A cronologia consensual apresenta outras falhas, apontadas por alguns historiadores que preconizam uma revisão da cronologia, mas que não são tomadas em conta, em parte numa recusa de considerar a Bíblia como fonte histórica válida.
Um destes revisionistas
que tem causado muito alarido, e que tem sido alvo de duras críticas, é
Emmanuel Velikovsky. Ele estranhou o facto de não haver na história do Egipto a
menor referência ao êxodo dos Israelitas, nem das pragas e calamidades naturais
que ocorreram naquela mesma época e que deixaram o Egipto economicamente de
rastos.
O início do domínio dos
Hicsos no Egipto está associado a uma situação de fraqueza do país.
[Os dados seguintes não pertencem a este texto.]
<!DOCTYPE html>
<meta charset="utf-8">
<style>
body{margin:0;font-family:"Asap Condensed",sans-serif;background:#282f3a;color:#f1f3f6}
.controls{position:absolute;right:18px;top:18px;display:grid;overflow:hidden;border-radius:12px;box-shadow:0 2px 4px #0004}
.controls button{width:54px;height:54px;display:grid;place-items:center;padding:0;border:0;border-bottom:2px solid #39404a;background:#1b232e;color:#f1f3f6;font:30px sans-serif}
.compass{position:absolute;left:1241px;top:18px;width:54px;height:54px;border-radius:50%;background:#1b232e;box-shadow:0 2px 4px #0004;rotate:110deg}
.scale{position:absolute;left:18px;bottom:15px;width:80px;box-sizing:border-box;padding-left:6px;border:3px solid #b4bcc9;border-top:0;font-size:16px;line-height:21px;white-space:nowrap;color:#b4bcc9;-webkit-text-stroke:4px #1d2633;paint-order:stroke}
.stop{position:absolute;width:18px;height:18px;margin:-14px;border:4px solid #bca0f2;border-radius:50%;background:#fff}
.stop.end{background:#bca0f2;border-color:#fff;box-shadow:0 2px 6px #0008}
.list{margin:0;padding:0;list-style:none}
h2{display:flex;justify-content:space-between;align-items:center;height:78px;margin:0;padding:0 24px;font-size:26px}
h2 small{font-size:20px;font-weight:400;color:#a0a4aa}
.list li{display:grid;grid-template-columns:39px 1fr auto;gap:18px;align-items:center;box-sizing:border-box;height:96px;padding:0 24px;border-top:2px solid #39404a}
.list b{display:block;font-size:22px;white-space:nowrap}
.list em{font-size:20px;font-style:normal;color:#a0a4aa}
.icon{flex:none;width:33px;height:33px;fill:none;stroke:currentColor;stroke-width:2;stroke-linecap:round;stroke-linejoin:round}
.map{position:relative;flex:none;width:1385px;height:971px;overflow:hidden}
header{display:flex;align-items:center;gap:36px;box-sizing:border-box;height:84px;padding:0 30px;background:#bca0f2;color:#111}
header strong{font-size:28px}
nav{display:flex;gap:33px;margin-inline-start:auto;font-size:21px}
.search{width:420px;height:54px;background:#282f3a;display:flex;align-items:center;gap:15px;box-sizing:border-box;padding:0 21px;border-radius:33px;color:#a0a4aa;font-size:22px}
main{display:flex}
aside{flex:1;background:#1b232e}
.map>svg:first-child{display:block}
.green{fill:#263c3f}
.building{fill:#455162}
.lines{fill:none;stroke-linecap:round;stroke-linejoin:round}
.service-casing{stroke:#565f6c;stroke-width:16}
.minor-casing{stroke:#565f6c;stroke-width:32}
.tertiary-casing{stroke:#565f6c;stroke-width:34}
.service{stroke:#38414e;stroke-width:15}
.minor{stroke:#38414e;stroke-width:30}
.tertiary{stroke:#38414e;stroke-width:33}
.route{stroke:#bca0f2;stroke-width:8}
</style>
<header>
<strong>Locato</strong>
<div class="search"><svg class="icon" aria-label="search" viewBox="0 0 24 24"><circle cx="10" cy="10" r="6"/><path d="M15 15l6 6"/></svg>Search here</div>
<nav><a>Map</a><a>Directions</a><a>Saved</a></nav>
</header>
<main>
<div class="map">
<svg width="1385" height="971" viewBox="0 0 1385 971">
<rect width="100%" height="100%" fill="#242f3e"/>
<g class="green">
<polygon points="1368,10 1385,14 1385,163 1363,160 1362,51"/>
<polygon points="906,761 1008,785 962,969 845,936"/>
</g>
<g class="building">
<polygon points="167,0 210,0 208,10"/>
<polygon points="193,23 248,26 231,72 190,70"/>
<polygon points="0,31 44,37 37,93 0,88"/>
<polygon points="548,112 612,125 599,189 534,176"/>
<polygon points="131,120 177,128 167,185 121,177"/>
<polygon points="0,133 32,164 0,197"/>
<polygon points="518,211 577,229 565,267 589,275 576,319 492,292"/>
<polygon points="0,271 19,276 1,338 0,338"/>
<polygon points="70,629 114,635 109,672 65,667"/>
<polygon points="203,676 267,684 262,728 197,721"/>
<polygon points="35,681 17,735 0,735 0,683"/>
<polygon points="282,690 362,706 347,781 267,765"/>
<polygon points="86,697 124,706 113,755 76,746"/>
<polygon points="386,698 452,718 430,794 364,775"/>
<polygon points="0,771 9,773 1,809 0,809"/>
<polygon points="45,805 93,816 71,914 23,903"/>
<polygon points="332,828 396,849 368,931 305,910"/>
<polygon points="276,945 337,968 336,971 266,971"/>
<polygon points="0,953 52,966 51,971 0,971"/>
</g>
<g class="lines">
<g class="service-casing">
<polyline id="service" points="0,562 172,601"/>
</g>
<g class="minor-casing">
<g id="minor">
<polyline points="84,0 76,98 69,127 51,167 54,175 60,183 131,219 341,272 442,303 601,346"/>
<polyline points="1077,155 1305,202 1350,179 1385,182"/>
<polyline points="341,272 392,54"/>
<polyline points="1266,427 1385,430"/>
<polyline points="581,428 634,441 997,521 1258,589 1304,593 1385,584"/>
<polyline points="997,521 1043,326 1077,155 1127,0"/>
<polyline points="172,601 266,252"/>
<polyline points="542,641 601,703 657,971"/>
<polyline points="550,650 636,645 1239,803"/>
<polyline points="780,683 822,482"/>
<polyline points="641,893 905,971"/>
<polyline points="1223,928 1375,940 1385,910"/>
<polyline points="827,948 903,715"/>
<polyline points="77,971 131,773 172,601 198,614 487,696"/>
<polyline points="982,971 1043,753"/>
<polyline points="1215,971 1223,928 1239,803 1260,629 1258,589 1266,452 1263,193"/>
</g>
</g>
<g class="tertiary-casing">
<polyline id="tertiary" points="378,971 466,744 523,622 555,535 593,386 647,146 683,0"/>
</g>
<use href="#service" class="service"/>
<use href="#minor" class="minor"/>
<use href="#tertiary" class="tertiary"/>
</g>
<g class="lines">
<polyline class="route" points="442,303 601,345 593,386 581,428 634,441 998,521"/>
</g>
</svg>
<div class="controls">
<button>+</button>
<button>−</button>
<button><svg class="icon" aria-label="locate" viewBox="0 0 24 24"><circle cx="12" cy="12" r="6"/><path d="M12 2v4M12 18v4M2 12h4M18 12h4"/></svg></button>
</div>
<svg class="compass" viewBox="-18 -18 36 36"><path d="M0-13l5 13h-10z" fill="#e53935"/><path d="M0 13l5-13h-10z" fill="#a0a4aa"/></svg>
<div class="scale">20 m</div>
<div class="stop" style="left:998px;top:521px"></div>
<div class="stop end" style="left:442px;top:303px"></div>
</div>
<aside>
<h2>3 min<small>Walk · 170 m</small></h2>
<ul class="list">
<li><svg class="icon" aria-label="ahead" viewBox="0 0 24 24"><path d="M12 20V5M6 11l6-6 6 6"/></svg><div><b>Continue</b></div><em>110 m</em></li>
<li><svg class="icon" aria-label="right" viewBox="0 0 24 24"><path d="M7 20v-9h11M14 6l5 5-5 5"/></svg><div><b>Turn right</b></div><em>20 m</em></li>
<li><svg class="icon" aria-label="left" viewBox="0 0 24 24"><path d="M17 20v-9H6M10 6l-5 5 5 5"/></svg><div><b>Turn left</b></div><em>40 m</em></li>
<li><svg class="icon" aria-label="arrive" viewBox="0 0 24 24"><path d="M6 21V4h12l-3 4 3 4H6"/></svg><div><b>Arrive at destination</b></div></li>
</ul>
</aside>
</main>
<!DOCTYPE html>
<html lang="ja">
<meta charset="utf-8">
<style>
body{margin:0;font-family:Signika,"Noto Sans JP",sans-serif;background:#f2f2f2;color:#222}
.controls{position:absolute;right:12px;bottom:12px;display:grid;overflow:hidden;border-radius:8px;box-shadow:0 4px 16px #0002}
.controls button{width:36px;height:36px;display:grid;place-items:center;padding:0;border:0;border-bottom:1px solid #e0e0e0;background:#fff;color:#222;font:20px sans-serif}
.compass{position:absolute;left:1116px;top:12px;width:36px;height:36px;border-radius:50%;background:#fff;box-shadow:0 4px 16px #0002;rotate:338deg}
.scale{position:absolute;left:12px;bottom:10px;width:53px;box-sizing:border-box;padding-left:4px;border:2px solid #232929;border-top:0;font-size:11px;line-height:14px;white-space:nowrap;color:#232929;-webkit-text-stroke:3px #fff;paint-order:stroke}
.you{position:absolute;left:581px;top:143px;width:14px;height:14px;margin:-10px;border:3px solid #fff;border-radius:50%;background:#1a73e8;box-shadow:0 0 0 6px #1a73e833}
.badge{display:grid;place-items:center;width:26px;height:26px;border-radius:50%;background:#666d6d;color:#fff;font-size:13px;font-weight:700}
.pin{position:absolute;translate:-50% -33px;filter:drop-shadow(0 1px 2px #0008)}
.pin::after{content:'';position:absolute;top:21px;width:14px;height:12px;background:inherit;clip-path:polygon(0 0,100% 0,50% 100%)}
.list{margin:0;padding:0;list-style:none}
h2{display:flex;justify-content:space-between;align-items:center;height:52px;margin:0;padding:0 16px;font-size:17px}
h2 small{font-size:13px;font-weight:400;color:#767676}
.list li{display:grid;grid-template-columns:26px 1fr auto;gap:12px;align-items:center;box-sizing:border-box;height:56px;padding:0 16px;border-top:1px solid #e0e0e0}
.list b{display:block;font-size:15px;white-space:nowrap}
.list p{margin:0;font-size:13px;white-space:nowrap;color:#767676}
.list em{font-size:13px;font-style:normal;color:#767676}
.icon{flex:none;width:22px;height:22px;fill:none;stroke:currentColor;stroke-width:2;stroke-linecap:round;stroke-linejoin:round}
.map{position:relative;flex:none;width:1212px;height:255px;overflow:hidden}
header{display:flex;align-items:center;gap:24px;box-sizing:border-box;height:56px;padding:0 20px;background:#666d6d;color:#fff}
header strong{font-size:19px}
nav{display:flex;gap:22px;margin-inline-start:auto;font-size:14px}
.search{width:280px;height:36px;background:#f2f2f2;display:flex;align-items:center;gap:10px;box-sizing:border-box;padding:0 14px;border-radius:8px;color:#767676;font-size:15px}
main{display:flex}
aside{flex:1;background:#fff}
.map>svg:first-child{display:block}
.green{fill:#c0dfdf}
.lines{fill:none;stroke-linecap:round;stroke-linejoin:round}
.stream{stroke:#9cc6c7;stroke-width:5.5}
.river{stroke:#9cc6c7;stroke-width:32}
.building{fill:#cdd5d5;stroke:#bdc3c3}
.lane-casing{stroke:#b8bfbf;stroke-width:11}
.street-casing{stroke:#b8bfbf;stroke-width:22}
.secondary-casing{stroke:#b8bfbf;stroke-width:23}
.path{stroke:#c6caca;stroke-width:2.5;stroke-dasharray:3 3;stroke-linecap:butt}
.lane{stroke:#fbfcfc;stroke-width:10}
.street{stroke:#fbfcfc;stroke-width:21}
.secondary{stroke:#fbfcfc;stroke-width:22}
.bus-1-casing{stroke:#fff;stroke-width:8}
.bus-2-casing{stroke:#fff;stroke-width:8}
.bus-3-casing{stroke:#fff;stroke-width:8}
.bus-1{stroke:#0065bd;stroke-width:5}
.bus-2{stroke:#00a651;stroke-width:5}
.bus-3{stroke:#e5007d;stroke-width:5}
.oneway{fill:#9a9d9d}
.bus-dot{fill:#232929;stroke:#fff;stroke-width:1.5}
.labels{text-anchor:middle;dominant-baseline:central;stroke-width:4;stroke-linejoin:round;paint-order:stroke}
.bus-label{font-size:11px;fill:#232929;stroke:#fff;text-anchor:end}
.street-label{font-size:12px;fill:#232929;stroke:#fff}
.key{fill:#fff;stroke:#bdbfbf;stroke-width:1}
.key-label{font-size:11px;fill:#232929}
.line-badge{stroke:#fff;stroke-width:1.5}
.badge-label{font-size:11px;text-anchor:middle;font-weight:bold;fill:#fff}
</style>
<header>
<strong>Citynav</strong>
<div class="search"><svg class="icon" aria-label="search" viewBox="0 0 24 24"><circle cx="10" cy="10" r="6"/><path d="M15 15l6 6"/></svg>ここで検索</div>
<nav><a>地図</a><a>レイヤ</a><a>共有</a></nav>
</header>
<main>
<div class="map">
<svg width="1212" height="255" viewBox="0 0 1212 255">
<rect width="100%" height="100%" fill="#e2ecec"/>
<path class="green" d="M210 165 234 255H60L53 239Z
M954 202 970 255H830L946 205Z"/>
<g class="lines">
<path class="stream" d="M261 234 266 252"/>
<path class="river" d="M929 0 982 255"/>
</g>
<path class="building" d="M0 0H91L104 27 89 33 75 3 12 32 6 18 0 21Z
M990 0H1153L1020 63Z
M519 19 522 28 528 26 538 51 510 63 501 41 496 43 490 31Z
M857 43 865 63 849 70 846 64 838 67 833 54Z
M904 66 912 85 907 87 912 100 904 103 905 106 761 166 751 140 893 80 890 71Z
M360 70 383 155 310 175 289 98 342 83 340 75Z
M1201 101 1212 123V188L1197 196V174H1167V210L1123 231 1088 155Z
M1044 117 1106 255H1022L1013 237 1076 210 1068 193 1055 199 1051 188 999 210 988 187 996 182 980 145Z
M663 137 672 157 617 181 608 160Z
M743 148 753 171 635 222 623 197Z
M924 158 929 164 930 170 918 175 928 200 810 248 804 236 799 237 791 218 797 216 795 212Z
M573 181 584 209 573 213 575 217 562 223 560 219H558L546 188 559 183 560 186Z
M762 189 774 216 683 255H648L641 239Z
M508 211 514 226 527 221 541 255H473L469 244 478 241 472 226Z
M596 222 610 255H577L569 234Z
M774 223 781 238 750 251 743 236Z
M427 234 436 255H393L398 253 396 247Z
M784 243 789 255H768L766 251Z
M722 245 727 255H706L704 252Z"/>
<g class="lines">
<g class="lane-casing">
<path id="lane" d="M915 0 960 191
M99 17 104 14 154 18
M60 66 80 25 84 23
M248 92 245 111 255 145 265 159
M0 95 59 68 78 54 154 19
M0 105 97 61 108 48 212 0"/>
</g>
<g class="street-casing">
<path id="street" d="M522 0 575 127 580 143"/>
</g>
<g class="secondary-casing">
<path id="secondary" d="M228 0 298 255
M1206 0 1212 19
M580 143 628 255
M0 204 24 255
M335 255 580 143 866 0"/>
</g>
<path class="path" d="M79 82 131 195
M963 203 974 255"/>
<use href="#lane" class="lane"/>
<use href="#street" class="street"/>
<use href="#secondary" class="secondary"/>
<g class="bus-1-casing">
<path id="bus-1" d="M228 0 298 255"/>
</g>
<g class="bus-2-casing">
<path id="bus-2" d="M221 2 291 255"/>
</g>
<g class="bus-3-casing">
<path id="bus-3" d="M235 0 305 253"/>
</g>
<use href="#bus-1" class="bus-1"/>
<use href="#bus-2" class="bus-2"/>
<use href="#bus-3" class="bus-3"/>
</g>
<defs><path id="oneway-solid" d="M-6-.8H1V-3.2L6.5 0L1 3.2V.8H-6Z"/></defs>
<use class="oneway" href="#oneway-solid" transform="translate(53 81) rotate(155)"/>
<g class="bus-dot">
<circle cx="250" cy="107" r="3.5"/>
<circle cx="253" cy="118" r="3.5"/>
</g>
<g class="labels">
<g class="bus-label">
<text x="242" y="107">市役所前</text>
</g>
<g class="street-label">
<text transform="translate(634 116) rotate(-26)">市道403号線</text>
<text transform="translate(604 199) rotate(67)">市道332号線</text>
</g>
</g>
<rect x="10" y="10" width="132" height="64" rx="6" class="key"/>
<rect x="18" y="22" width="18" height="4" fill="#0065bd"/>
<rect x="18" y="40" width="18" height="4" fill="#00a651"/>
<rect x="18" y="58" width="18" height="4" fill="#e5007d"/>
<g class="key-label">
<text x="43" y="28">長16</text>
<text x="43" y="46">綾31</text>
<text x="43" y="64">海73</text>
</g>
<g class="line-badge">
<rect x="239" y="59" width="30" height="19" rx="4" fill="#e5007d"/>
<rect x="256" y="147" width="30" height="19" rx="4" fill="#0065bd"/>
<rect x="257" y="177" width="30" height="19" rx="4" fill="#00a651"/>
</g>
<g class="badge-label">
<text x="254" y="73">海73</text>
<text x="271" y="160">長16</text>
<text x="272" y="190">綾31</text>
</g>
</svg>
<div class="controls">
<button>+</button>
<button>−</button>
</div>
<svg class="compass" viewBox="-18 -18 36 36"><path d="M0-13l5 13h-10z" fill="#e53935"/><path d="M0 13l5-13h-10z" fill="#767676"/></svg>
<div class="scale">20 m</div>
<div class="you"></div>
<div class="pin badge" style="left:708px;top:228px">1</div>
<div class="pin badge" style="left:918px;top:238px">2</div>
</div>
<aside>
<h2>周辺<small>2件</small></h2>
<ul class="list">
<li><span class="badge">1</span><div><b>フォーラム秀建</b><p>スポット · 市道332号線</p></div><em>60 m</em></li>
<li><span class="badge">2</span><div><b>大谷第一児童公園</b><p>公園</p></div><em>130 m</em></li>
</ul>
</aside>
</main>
Ipuwer, um
sacerdote, fala de anarquia no país e da entrada de asiáticos (amu) no delta do
Nilo. O Papiro Ipuwer é há muito tempo reconhecido como se referindo ao tempo
dos Hicsos (Engberg, 1939).
Estando o Papiro Ipuwer já
associado à invasão dos Hicsos, Velikovsky foi mais longe. Associou o Papiro
Ipuwer, e os acontecimentos nele descritos, ao período do Êxodo dos israelitas,
pelas semelhanças entre os dois textos, e identifica os Hicsos como os
amalequitas da Bíblia. Referimos à nossa mensagem sobre o “êxodo e os
amalequitas”. Esta coincidência tem recebido apoio em meios revisionistas.
Segundo esta tese, o
período dos hicsos/amalequitas (= o Segundo Período Intermédio no Egipto, da 14ª
à 17 ª dinastia) corresponde ao tempo em que os israelitas andaram no deserto e
o período de Josué e Juizes, contra as duas teses correntes de que os
israelitas teriam saído do Egipto muito mais tarde, na 18ª ou 19ª dinastia
(Ramsés).
Desde o princípio do
século XX ficou geralmente aceite que os Hicsos foram expulsos no início da 18ª
dinastia, por Amósis I (Engberg, 1939; Breasted, 1906). Decorrente da
associação do Papiro Ipuwer com o êxodo, Velkivosky defende que Saul ajudou os
egípcios na captura de Avaris, capital-fortaleza dos Hicsos (ISam 15).
Afastados do Egipto desde
Amósis I, os Hicsos continuaram, no entanto, presentes nos territórios de
Israel (Saruem) e Síria até ao tempo de Tutmés III e talvez mesmo mais tarde (Engberg,
1939; Breasted, 1906). E, de facto, encontramos David lutando contra os
amalequitas, enquanto estava fugido de Saul (1Sam 27:8).
Em consequência desta
revisão cronológica, altera-se o cruzamento da cronologia bíblica com a cronologia
consensual.
Se os hicsos/amalequitas
foram afastados do Egipto no tempo de Saul, e se Saul é contemporâneo de Amósis
I do Egipto, isto significa que o início da 18ª dinastia egípcia (Amósis I,
Amenotepe I, Tutmés I e II, Hatshepsute e Tutmés III) coincide com o início do reino
de Israel: Saul, David, Salomão.
O Egipto reconquistou a
sua independência sob Amósis, contemporâneo de Saul, e alcançou grandeza e glória
sob Amenotepe I, Tutmés I e II, Hatshepsute e Tutmés III. Os 2 reinos, Egipto e
Israel, libertados do mesmo opressor – os amalequitas / hicsos – desenvolveram
relações comerciais e aliaram-se através de casamento: Salomão aparentou-se com
o Faraó do Egipto (1Rs 3:1), tomando por mulher a filha do Faraó.
As Escrituras não
preservaram o nome dela nem do faraó, mas sabemos que ele fez uma expedição
contra o sul de Judá, região onde habitavam filisteus e cananeus, tomou Gezer e
a queimou e a deu como dote à sua filha (1 Reis 9:16). É possível que esta
incursão seja a mesma a que se refere uma inscrição no túmulo de Amósis, filho
de Nekbhet, que era um oficial de Tutmés I. De acordo com esta inscrição, depois
da campanha militar contra a Núbia, Tutmés I empreendeu uma campanha contra
Retenu (designação utilizada para Israel) para procurar vingança ou obter
satisfação (Breasted, 1906). A vingança terá sido contra os Hicsos.
Daí foi só um passo para
Velikovsky identificar Hatshepsute, filha de Tutmés I, como a rainha de Sabá.
Que provas podem
apresentar-se em defesa desta identificação?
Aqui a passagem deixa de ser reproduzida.